Update: some details on the actual service layout on the machine:

client -----TCP-socket--> nginx (load balancer reverse proxy) 
       -----TCP-socket--> nginx (worker) 
       --domain-socket--> fcgi-software
                          --single-persistent-TCP-socket--> Redis
                          --single-persistent-TCP-socket--> MySQL (other machine)

I probably should switch load-balancer --> worker connection to domain sockets as well, but the issue about TIME_WAIT sockets would remain — I plan to add a second worker on a separate machine soon. Won't be able to use domain sockets in that case.

Alexander Gladysh
  • 2,343
  • 7
  • 30
  • 47

2 Answers2

33

One thing you should do to start is to fix the net.ipv4.tcp_fin_timeout=1. That is way to low, you should probably not take that much lower than 30.
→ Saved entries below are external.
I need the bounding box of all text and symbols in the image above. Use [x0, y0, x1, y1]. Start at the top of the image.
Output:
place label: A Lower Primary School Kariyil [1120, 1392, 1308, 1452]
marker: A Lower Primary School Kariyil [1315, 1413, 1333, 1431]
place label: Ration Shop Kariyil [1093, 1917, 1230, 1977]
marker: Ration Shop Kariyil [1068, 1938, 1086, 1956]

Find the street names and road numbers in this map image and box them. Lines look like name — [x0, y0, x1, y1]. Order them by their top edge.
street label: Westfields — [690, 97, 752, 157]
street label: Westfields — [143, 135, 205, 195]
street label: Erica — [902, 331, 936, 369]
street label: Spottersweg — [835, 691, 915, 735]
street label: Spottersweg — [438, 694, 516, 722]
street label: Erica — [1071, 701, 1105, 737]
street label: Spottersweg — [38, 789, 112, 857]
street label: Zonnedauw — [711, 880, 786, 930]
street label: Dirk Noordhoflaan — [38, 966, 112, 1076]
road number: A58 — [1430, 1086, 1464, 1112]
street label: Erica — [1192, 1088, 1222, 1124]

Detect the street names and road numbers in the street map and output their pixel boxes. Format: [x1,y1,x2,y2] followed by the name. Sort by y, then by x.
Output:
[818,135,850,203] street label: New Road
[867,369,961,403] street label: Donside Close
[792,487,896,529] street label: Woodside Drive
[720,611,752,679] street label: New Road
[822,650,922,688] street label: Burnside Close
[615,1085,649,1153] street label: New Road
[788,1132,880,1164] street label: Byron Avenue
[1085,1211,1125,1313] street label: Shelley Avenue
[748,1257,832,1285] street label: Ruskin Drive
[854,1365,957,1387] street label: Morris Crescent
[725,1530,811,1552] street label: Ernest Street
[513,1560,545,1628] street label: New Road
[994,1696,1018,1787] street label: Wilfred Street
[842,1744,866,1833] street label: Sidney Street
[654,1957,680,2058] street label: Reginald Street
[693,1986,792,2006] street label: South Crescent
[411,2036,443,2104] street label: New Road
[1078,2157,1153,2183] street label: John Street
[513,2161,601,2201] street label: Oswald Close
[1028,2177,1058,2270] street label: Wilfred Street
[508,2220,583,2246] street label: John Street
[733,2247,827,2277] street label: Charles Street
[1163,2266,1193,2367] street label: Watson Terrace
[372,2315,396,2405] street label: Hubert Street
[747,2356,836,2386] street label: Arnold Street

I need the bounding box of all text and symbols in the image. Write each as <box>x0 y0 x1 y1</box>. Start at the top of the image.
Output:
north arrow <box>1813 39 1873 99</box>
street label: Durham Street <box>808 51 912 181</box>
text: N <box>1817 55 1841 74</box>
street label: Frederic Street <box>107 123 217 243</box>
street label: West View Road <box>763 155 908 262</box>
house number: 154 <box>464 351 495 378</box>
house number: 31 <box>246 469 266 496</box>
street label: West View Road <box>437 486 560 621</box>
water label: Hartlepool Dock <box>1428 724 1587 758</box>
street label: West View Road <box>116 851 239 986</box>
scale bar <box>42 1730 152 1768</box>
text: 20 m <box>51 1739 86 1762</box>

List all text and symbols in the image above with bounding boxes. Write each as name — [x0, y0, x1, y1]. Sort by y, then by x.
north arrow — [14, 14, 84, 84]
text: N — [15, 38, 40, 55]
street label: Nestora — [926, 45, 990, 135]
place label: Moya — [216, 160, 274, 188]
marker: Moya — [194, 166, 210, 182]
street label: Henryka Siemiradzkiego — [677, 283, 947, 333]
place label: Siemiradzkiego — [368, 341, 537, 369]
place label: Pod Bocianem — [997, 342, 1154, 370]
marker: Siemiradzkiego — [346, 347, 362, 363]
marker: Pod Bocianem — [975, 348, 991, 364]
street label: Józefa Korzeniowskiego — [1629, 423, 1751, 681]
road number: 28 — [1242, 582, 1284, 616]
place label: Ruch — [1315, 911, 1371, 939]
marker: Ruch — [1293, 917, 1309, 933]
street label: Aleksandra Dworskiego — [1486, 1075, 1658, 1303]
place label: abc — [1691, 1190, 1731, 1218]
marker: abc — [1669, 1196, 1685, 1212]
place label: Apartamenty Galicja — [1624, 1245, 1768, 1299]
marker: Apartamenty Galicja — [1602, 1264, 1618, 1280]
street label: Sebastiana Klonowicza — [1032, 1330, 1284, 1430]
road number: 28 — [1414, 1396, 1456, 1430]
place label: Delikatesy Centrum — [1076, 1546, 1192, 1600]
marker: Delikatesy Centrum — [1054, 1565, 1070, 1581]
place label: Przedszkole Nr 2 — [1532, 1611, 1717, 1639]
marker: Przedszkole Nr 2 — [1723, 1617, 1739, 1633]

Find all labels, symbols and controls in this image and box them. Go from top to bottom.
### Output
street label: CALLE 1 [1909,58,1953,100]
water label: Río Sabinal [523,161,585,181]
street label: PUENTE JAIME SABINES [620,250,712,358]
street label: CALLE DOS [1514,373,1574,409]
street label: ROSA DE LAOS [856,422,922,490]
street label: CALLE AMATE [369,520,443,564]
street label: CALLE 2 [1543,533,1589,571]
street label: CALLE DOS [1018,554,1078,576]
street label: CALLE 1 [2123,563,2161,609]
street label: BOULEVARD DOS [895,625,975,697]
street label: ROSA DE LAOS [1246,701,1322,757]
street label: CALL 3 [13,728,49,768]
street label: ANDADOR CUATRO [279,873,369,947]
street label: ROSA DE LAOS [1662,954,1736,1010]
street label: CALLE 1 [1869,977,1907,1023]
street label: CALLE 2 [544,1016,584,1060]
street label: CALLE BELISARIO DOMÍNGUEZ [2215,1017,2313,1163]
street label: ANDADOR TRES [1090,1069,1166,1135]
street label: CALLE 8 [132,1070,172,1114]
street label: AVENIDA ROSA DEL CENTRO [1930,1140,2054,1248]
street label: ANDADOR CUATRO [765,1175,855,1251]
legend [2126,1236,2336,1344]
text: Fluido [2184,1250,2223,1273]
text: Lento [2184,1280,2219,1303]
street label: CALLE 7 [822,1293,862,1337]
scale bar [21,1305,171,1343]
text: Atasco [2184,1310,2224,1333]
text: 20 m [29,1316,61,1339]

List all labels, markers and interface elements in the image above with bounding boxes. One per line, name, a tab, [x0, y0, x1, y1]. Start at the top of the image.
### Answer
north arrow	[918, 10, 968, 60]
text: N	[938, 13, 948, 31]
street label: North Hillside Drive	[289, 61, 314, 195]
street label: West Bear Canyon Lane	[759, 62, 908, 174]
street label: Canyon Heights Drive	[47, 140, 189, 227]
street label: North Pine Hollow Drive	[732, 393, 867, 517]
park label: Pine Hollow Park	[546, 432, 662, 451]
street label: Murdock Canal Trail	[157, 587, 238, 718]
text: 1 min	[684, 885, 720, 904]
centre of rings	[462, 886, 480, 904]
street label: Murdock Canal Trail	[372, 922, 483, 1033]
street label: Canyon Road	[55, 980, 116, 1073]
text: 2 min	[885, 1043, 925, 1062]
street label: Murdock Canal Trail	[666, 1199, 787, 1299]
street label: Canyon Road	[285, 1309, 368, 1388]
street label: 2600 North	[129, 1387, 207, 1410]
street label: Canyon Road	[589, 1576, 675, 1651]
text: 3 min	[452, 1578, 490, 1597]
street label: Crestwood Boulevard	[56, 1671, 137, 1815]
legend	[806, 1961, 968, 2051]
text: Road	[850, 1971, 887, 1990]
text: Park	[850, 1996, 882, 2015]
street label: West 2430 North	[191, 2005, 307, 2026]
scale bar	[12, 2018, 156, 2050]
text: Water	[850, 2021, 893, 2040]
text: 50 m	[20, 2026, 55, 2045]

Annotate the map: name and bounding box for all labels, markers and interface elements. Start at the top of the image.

Since this is behind nginx. Does that mean nginx is acting as a reverse proxy? If that is the case then your connections are 2x (one to client, one to your web servers). Do you know which end these sockets belong to?

Update:
fin_timeout is how long they stay in FIN-WAIT-2 (From networking/ip-sysctl.txt in the kernel documentation):

tcp_fin_timeout - INTEGER
        Time to hold socket in state FIN-WAIT-2, if it was closed
        by our side. Peer can be broken and never close its side,
        or even died unexpectedly. Default value is 60sec.
        Usual value used in 2.2 was 180 seconds, you may restore
        it, but remember that if your machine is even underloaded WEB server,
        you risk to overflow memory with kilotons of dead sockets,
        FIN-WAIT-2 sockets are less dangerous than FIN-WAIT-1,
        because they eat maximum 1.5K of memory, but they tend
        to live longer. Cf. tcp_max_orphans.

I think you maybe just have to let Linux keep the TIME_WAIT socket number up against what looks like maybe 32k cap on them and this is where Linux recycles them. This 32k is alluded to in this link:

Also, I find the /proc/sys/net/ipv4/tcp_max_tw_buckets confusing. Although the default is set at 180000, I see a TCP disruption when I have 32K TIME_WAIT sockets on my system, regardless of the max tw buckets.

This link also suggests that the TIME_WAIT state is 60 seconds and can not be tuned via proc.

Random fun fact:
You can see the timers on the timewait with netstat for each socket with netstat -on | grep TIME_WAIT | less

Reuse Vs Recycle:
These are kind of interesting, it reads like reuse enable the reuse of time_Wait sockets, and recycle puts it into TURBO mode:

tcp_tw_recycle - BOOLEAN
        Enable fast recycling TIME-WAIT sockets. Default value is 0.
        It should not be changed without advice/request of technical
        experts.

tcp_tw_reuse - BOOLEAN
        Allow to reuse TIME-WAIT sockets for new connections when it is
        safe from protocol viewpoint. Default value is 0.
        It should not be changed without advice/request of technical
        experts.

I wouldn't recommend using net.ipv4.tcp_tw_recycle as it causes problems with NAT clients.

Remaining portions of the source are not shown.